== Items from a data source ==
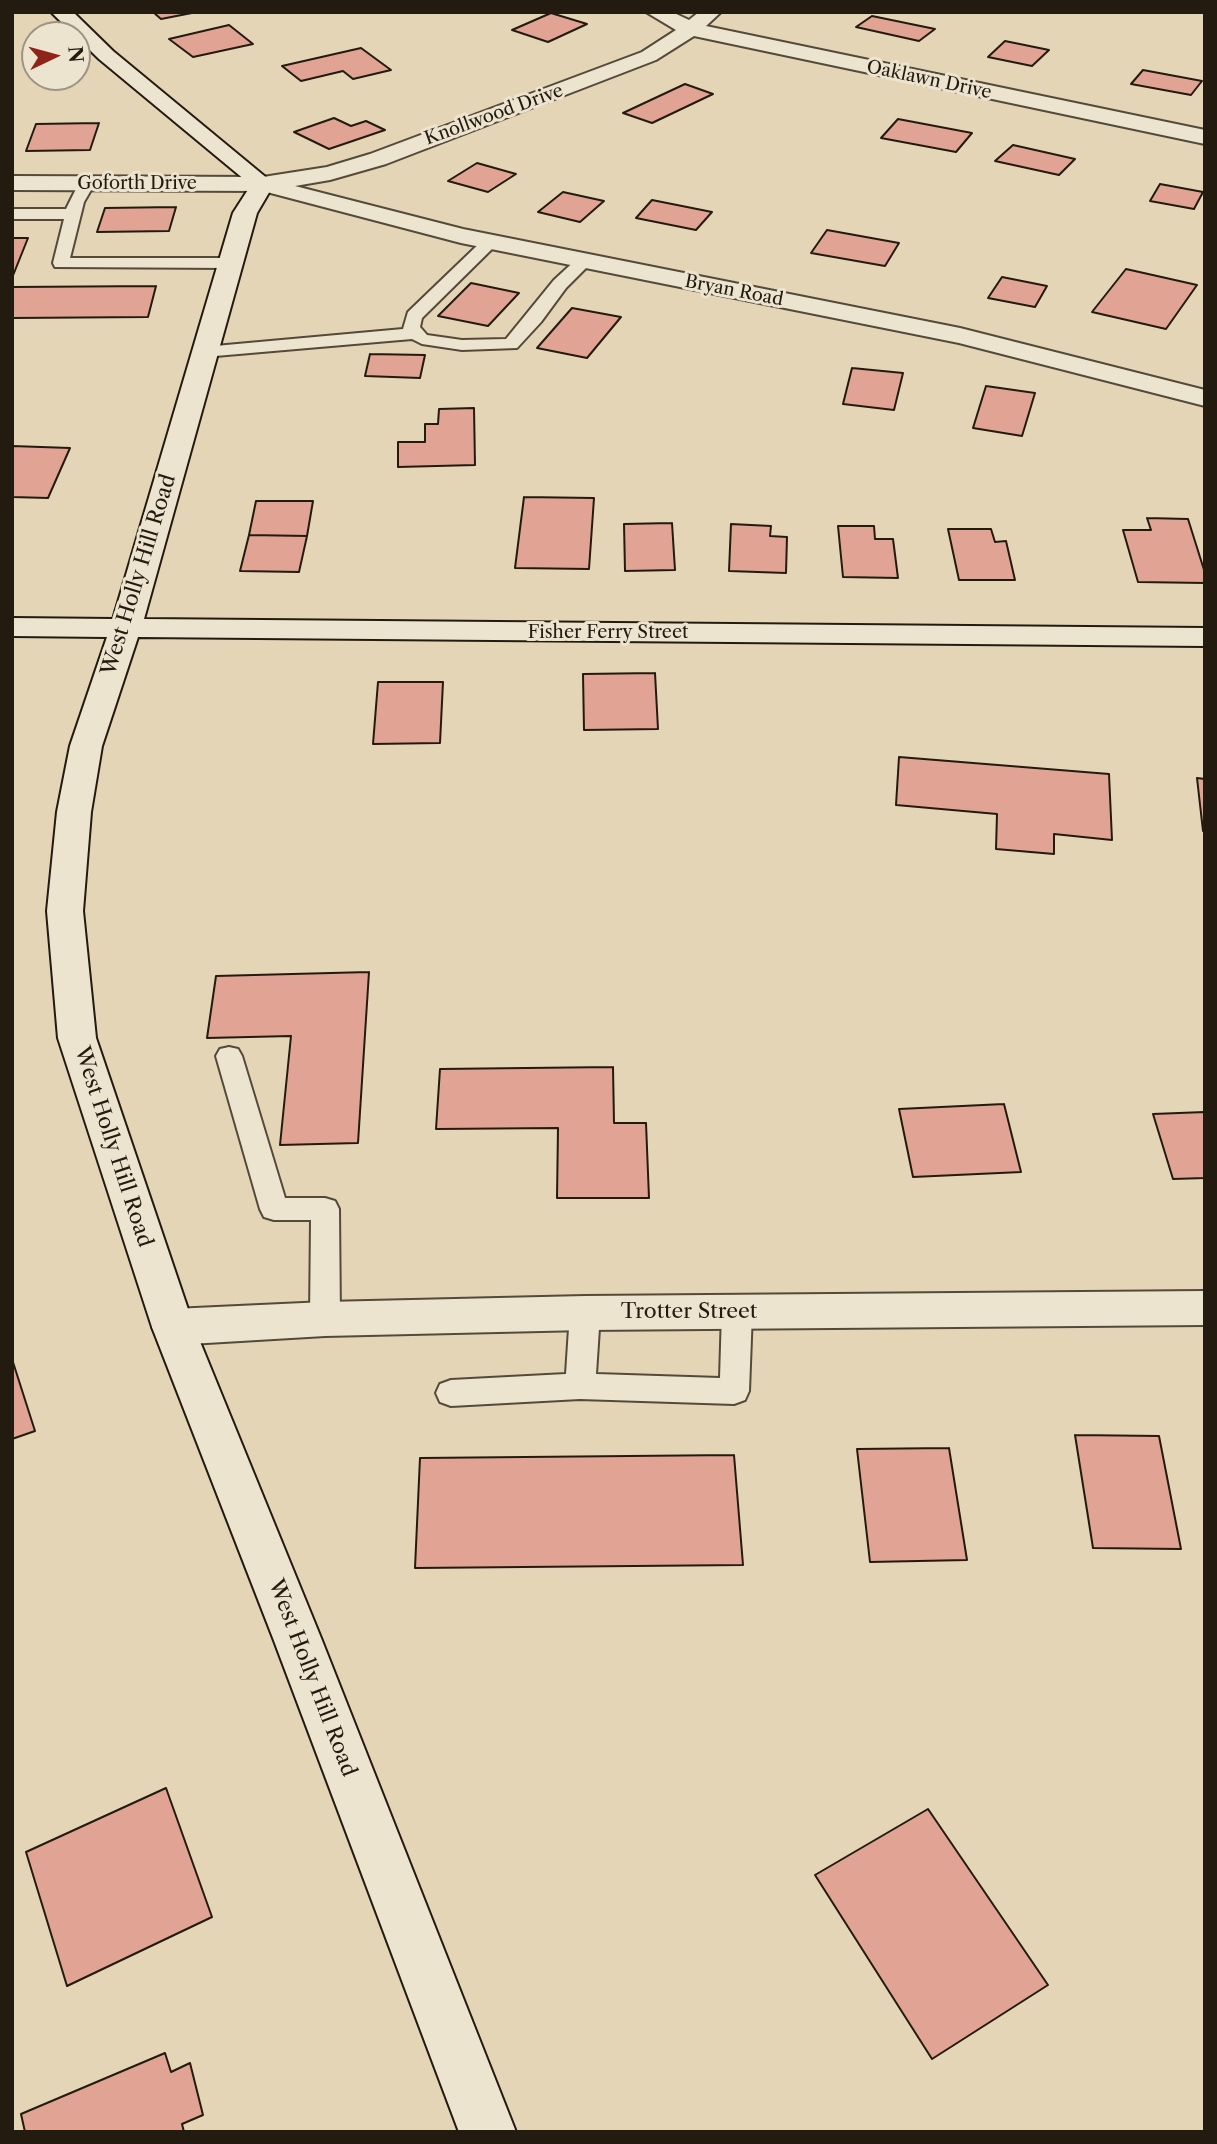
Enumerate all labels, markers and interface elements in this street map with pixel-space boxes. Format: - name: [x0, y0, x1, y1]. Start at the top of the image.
- north arrow: [21, 21, 91, 91]
- text: N: [63, 45, 88, 64]
- street label: Oaklawn Drive: [865, 56, 993, 104]
- street label: Knollwood Drive: [422, 80, 566, 150]
- street label: Goforth Drive: [77, 173, 197, 195]
- street label: Bryan Road: [683, 271, 785, 311]
- street label: West Holly Hill Road: [96, 471, 182, 679]
- street label: Fisher Ferry Street: [528, 622, 688, 644]
- street label: West Holly Hill Road: [69, 1044, 157, 1250]
- street label: Trotter Street: [621, 1299, 757, 1325]
- street label: West Holly Hill Road: [263, 1576, 361, 1780]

== Exercise description ==
Your task is to return the entries above exactly, with no pictures.

== Exercise result ==
Enumerate all labels, markers and interface elements in this street map with pixel-space boxes. Format: - name: [x0, y0, x1, y1]. Start at the top of the image.
- north arrow: [21, 21, 91, 91]
- text: N: [63, 45, 88, 64]
- street label: Oaklawn Drive: [865, 56, 993, 104]
- street label: Knollwood Drive: [422, 80, 566, 150]
- street label: Goforth Drive: [77, 173, 197, 195]
- street label: Bryan Road: [683, 271, 785, 311]
- street label: West Holly Hill Road: [96, 471, 182, 679]
- street label: Fisher Ferry Street: [528, 622, 688, 644]
- street label: West Holly Hill Road: [69, 1044, 157, 1250]
- street label: Trotter Street: [621, 1299, 757, 1325]
- street label: West Holly Hill Road: [263, 1576, 361, 1780]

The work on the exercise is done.